» **Saved data entries**:

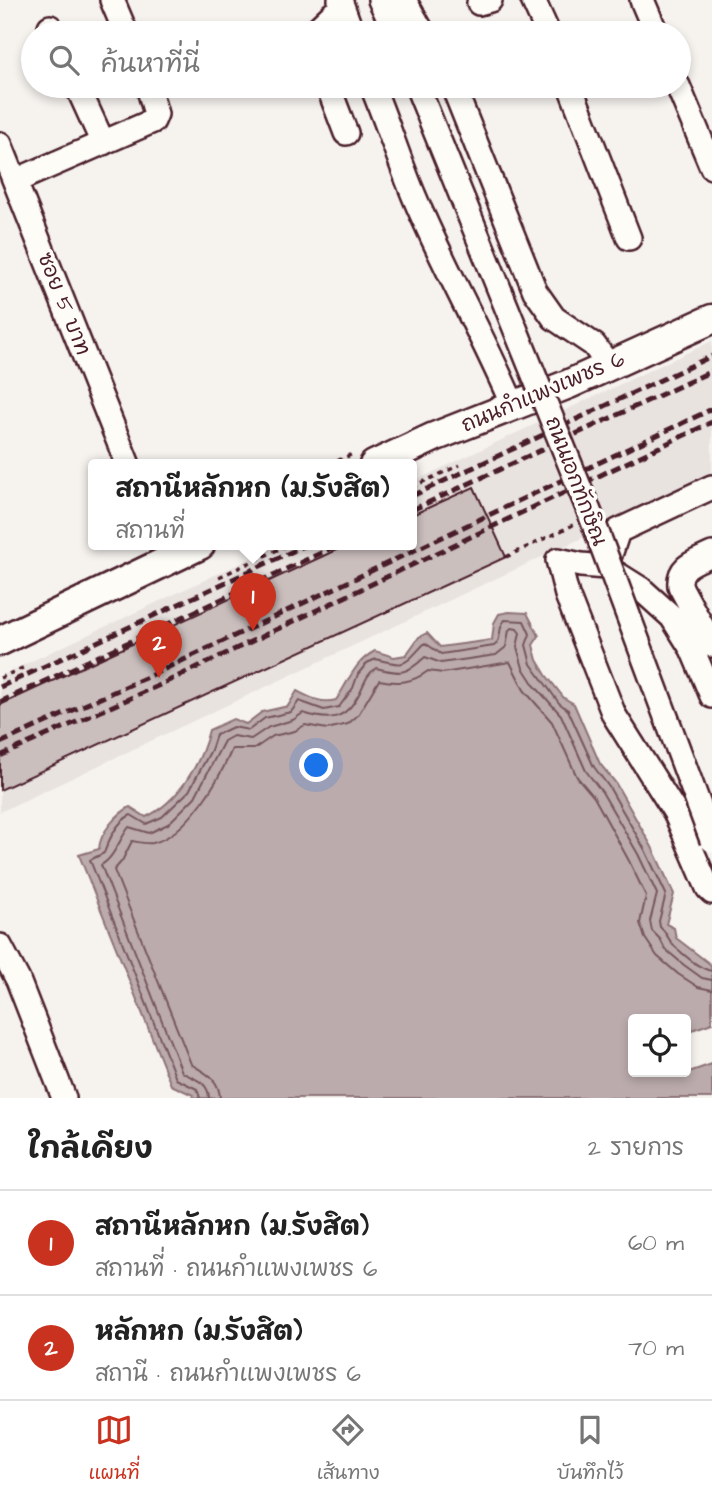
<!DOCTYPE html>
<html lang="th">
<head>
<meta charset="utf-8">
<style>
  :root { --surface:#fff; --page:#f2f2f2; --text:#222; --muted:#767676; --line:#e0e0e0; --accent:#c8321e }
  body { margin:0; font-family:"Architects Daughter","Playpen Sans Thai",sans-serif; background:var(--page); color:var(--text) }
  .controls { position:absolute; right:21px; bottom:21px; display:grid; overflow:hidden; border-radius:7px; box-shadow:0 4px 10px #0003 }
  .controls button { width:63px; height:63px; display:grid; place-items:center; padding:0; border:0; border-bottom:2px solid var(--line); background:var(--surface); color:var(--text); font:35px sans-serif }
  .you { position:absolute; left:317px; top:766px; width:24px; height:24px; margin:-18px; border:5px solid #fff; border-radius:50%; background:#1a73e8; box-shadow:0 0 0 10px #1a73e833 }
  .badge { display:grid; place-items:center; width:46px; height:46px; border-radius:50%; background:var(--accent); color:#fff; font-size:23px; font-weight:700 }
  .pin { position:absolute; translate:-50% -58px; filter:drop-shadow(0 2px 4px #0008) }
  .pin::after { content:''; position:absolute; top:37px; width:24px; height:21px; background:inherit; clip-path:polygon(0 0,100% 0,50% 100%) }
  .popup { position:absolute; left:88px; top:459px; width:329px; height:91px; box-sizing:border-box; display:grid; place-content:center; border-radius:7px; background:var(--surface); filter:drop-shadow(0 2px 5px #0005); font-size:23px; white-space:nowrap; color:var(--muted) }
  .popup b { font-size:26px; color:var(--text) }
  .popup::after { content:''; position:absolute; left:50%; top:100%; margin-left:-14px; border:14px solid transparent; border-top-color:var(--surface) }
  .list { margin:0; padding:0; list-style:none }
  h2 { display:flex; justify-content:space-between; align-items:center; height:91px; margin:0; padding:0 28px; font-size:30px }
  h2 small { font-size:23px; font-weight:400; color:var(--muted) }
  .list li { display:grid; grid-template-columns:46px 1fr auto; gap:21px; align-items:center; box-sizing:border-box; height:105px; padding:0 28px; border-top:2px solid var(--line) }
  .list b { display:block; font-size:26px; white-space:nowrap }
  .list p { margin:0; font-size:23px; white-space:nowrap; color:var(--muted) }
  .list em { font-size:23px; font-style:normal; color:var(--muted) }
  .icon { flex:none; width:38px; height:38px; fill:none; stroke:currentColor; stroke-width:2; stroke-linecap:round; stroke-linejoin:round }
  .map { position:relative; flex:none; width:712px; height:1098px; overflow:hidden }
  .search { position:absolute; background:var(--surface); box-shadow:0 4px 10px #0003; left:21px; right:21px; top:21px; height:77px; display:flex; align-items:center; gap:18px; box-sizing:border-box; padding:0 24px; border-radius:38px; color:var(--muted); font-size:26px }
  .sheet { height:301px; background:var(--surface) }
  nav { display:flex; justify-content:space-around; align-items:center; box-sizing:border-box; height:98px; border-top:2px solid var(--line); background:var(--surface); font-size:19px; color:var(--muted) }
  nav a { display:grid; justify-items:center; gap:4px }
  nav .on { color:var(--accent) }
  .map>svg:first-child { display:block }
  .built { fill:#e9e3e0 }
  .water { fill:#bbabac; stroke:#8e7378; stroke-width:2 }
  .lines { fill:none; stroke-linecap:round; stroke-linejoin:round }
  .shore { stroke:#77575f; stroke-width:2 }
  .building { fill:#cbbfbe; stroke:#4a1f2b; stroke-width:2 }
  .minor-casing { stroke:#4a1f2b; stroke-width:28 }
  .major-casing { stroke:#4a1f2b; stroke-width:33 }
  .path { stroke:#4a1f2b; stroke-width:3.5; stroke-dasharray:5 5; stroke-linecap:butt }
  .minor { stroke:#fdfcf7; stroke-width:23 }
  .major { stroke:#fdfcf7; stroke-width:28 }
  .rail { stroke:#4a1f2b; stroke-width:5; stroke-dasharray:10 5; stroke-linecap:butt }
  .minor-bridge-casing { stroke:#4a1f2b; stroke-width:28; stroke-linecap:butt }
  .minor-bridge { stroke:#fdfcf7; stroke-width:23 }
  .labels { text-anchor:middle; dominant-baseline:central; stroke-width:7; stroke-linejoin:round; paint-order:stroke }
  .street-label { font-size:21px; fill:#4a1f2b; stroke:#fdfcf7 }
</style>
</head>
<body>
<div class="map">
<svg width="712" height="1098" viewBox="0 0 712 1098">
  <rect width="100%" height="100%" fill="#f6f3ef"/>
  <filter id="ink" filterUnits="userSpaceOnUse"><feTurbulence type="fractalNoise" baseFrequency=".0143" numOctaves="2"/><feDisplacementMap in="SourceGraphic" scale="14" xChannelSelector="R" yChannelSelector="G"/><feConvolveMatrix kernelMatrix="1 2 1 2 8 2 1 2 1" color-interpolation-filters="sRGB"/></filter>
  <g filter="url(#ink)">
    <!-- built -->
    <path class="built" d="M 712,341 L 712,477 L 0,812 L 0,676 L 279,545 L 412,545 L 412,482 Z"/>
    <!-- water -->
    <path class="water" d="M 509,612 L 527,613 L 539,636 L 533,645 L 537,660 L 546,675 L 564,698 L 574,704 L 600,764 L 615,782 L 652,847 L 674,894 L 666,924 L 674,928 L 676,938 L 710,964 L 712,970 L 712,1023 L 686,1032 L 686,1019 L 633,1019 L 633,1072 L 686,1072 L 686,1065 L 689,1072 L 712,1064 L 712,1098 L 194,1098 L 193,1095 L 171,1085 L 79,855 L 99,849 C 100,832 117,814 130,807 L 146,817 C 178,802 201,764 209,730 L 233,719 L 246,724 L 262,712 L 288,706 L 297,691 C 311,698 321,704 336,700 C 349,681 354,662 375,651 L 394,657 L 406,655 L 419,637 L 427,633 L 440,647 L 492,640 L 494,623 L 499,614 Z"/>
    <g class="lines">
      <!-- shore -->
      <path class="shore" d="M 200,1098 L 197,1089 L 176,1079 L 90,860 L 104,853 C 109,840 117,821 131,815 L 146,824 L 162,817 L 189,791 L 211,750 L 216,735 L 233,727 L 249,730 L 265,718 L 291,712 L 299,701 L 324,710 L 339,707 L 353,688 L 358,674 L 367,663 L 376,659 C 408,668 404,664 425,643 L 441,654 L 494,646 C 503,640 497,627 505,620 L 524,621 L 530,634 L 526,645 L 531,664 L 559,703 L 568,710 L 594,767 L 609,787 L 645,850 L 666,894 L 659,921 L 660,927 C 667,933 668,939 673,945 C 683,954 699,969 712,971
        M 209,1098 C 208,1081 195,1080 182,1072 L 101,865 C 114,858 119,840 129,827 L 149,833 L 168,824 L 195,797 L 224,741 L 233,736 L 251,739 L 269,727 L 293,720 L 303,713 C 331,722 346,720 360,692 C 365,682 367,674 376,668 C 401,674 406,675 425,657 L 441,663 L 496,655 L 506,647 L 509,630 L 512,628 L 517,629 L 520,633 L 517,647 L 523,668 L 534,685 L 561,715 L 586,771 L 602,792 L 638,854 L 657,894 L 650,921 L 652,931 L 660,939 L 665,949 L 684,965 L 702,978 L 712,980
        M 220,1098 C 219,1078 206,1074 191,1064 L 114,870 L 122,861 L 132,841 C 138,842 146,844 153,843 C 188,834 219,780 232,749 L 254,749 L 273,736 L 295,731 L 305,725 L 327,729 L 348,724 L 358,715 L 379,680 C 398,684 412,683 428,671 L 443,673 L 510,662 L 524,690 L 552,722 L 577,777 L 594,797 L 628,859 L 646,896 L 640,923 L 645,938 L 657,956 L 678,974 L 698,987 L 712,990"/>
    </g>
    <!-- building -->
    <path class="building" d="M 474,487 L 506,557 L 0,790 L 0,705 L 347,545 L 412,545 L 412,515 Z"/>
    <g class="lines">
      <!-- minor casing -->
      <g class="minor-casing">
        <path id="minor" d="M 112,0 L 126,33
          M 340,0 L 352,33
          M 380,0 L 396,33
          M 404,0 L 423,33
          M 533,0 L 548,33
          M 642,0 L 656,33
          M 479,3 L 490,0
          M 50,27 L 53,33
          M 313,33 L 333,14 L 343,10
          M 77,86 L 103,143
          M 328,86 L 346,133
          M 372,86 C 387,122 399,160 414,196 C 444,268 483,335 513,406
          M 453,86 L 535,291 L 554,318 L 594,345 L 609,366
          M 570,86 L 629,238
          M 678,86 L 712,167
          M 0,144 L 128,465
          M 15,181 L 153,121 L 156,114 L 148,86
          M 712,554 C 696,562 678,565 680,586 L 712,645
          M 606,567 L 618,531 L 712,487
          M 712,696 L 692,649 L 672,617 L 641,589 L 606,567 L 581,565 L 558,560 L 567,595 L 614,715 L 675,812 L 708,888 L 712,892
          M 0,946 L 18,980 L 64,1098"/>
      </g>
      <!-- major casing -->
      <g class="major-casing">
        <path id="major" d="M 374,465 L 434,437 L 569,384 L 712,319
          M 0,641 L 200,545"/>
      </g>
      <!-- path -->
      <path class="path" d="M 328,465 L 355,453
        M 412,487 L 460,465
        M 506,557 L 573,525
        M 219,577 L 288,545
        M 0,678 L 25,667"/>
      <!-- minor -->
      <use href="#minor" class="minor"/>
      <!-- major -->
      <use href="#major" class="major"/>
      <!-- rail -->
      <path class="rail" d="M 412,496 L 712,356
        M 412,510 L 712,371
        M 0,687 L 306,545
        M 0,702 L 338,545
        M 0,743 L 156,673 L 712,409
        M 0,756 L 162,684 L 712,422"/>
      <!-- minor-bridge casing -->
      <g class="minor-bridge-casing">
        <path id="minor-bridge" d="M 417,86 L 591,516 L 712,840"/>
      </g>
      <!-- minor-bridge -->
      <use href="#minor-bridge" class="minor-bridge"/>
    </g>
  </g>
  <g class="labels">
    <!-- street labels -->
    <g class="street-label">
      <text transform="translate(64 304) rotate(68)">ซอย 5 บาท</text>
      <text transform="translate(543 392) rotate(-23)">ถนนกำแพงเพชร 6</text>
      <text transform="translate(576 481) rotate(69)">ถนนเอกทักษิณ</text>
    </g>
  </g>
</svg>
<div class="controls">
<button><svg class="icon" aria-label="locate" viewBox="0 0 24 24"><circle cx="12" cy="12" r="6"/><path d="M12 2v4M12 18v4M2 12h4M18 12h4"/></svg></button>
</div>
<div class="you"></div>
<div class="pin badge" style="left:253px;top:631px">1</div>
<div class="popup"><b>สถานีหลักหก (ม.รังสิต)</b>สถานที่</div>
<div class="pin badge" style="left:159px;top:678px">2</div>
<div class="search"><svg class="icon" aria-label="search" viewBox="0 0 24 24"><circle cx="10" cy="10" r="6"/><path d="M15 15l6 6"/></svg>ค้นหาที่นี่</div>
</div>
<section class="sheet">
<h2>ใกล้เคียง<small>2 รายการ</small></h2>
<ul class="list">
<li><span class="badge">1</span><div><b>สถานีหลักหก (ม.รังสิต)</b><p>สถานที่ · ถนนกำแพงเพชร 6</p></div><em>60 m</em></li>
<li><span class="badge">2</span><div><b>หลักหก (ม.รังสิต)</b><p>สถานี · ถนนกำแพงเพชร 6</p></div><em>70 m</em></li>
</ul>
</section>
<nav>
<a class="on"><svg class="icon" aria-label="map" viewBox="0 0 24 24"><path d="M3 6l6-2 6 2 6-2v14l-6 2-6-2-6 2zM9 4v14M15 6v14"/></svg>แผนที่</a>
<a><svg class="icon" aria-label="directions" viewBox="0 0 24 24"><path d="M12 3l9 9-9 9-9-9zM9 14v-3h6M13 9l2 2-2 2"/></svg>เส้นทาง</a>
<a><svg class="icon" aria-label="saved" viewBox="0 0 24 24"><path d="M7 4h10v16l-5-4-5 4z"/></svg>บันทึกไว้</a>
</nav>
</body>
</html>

» **PROBLEM REQUIREMENTS**: Starting at the line above that contains "display:grid; grid-template-columns:46px 1fr", write out each line exactly until the line that contains "display:block; font-size:26px; white-space:nowrap" has been written, and stop there.

» **EXERCISE RESULT**:
  .list li { display:grid; grid-template-columns:46px 1fr auto; gap:21px; align-items:center; box-sizing:border-box; height:105px; padding:0 28px; border-top:2px solid var(--line) }
  .list b { display:block; font-size:26px; white-space:nowrap }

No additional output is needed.